City Smart Grid fix continues

Fulton City Hall is located at 18 E. Fourth Ave.
Fulton City Hall is located at 18 E. Fourth Ave.

Fulton has made progress on restoring the Smart Grid's connection to the utility billing system.

"We've been messing with the Smart Grid for what seems like forever," utilities superintendent Darrell Dunlap said.

But Fulton employees will have to continue manually reading utility meters for at least a little while longer, Dunlap said. He gave an update on the situation at last Tuesday's Fulton City Council meeting.

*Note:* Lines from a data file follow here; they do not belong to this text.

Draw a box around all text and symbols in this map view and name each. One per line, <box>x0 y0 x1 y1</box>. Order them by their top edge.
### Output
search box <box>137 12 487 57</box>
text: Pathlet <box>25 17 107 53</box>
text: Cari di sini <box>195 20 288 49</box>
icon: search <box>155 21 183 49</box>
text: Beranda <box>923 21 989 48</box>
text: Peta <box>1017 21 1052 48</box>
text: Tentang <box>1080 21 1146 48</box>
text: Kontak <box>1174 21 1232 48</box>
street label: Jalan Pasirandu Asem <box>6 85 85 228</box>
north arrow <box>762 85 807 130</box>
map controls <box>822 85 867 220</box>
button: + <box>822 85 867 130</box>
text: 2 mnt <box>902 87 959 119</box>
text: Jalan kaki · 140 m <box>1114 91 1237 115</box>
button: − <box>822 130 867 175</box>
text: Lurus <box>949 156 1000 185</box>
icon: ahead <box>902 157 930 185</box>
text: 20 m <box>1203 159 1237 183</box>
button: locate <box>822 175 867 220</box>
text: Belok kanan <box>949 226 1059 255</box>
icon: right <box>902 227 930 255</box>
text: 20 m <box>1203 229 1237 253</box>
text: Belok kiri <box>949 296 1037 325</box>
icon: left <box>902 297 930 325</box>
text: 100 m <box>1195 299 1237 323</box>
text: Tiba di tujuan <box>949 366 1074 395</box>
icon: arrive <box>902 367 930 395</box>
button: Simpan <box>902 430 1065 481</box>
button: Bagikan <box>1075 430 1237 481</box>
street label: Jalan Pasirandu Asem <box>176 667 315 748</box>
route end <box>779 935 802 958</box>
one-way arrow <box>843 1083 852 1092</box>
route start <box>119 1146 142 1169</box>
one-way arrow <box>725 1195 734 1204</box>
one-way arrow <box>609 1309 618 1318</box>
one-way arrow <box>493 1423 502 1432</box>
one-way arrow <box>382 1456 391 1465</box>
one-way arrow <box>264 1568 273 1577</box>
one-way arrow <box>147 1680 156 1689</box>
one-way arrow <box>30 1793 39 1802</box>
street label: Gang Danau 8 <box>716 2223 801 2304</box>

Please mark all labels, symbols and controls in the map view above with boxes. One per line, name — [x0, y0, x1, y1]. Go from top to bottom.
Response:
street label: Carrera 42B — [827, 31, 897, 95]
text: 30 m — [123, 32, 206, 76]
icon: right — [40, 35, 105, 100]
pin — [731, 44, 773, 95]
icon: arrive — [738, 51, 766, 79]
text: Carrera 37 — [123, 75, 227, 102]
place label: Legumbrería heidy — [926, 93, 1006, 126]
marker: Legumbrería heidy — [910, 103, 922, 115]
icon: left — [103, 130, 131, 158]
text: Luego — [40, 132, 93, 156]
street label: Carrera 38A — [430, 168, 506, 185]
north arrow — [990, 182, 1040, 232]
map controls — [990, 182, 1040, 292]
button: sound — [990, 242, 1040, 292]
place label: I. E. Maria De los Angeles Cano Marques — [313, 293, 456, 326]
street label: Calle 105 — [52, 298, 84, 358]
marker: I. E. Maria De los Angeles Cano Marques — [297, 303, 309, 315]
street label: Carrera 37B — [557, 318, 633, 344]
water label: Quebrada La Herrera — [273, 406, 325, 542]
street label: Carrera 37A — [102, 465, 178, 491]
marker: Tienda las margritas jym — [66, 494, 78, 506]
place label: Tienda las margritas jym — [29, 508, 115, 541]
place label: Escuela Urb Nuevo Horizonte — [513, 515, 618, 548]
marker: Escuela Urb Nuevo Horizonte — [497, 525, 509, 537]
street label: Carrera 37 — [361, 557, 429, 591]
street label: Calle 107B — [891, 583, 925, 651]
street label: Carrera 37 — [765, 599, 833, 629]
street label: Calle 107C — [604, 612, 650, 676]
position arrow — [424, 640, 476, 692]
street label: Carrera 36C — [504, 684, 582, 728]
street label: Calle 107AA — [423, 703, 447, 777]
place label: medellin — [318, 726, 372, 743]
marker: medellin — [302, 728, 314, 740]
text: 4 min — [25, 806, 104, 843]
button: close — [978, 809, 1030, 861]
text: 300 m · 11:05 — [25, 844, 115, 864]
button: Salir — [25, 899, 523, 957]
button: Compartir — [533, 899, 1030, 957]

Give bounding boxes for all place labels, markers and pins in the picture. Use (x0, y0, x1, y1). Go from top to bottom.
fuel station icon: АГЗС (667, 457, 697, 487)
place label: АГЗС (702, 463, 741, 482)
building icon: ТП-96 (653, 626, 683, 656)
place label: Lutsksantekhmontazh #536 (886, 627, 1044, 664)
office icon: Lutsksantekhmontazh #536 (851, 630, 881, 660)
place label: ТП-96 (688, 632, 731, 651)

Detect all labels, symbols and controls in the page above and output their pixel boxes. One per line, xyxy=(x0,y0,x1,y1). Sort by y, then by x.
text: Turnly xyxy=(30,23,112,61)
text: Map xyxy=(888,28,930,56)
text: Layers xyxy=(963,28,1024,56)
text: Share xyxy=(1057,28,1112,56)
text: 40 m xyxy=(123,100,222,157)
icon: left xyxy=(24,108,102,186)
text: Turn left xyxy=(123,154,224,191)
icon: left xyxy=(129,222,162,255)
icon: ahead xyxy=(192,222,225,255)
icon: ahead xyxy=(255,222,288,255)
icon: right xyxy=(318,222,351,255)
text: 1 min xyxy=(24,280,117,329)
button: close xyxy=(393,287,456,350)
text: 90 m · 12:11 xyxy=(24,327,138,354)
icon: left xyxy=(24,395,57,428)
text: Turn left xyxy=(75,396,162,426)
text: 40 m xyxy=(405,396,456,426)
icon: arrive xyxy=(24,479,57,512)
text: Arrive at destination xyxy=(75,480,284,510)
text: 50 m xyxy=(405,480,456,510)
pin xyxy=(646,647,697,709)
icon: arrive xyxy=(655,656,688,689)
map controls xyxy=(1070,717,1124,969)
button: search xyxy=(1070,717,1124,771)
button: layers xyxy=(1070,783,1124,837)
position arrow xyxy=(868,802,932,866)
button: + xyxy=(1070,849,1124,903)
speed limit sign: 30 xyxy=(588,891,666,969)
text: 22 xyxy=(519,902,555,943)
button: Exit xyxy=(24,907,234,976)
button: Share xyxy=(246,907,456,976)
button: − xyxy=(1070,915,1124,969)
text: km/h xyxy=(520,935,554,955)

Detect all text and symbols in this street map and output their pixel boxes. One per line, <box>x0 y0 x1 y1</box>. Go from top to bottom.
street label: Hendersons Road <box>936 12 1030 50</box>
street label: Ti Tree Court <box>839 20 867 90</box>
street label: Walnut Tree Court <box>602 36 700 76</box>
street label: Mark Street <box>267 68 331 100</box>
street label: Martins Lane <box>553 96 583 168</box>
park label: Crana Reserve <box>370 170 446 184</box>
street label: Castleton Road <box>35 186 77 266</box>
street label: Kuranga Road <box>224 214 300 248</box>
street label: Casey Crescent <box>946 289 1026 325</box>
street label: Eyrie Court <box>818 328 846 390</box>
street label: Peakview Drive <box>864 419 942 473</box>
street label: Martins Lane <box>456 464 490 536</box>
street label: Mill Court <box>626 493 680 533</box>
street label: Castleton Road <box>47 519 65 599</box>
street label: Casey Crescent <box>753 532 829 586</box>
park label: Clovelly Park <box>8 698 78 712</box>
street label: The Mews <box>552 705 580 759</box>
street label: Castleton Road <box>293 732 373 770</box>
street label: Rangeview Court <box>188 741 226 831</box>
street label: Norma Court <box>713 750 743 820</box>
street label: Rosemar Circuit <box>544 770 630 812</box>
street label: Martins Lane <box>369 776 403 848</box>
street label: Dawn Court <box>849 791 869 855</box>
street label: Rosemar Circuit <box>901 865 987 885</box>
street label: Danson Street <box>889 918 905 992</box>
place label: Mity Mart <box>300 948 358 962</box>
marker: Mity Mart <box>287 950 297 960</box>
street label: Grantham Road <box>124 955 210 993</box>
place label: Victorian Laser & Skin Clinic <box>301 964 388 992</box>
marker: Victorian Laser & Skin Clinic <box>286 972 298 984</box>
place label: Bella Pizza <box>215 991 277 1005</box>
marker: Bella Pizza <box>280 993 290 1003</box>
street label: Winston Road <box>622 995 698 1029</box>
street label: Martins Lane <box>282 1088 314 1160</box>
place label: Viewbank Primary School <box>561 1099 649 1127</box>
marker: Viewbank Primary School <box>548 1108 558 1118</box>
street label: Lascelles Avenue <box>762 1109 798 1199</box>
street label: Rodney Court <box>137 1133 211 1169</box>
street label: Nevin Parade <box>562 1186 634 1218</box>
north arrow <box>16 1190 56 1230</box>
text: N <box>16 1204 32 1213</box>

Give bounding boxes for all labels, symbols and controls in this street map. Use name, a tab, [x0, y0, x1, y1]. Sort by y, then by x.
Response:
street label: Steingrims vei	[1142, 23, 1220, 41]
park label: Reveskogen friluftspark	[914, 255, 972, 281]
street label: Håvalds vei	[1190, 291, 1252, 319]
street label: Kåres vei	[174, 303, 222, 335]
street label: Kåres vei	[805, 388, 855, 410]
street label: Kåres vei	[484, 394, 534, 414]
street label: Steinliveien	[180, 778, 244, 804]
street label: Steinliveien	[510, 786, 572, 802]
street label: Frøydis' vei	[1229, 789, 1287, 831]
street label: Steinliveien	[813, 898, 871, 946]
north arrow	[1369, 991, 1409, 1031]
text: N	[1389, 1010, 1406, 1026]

In the early 2010s, with the help of a U.S. Department of Energy grant, the city installed smart meters for every residential and commercial electric customer within city limits. The cost to install the 5,500 or so meters totaled around $3 million, with the federal government paying for half. Since then, the city has paid an additional $1.5 million on the system, Dunlap estimated.

The Smart Grid was supposed to save Fulton employees from having to drive around to manually check each meter in town each month, reducing personnel costs and pollution emissions. It was also intended to help the utility department monitor and quickly pinpoint outages.

But at times, the Smart Grid hasn't lived up to its name. Fulton got an early version of the system under the grant and with it came issues.

"The Smart Grid system did crash early last year, and we had to rebuild the servers," Dunlap said. "When that happened, we lost connection to billing."

The meters still accurately monitor energy consumption - but that information isn't fed back to the billing system. Instead, employees have to go out and take manual readings.

The city was planning to purchase a new billing software anyway, and decided to hold off on reconnecting the two systems until that process was complete. Now, with the new billing system in place, the city's had difficulties getting the necessary permissions from the new vendor to reconnect the billing software with the grid.

"Kathy (Holschlag, Fulton's chief financial officer) has been working on that for several weeks to a couple months, basically since before COVID started," Dunlap said. "About a week ago, Bill (Johnson, Fulton's Director of Administration) stepped in and we called, and Bill did what Bill does, and within about 48 hours we had the passwords."

Yet another vendor - the one that provides Fulton's outage management system - is now writing the necessary computer code to finally link all the systems again.

About 400 of the city's meters need additional maintenance before they come back online, Dunlap added.

"It's been a long process," Johnson said. "We take two steps forward and one step back."

Dunlap anticipates the reconnection is complete, Fulton will have less trouble with the Smart Grid system.

"That old billing system, that was one of the legacy pieces that we had that we didn't buy with the new system," he said. "I think there's always been a struggle making it work. Hopefully this new system that other people have used with Smart Grid will get rid of some of those issues."

Dunlap said he's not sure when the Smart Grid system will be fully restored but estimated it'll take at least a month.